§ TASK TO COMPLETE: Copy out the entries word for word, leaving images aside.

§ INPUT:
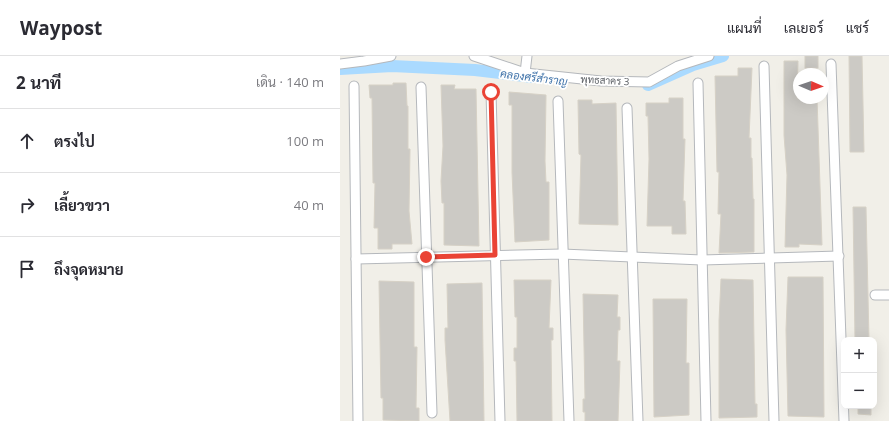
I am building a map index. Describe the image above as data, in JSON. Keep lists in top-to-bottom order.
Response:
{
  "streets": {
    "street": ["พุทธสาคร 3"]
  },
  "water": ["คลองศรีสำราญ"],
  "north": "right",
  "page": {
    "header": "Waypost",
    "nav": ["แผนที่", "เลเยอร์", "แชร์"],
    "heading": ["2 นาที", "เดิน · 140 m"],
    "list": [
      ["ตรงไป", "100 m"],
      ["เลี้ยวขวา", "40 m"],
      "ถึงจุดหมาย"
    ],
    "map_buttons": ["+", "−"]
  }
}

§ REPLY:
I am building a map index. Describe the image above as data, in JSON. Keep lists in top-to-bottom order.
Response:
{
  "streets": {
    "street": ["พุทธสาคร 3"]
  },
  "water": ["คลองศรีสำราญ"],
  "north": "right",
  "page": {
    "header": "Waypost",
    "nav": ["แผนที่", "เลเยอร์", "แชร์"],
    "heading": ["2 นาที", "เดิน · 140 m"],
    "list": [
      ["ตรงไป", "100 m"],
      ["เลี้ยวขวา", "40 m"],
      "ถึงจุดหมาย"
    ],
    "map_buttons": ["+", "−"]
  }
}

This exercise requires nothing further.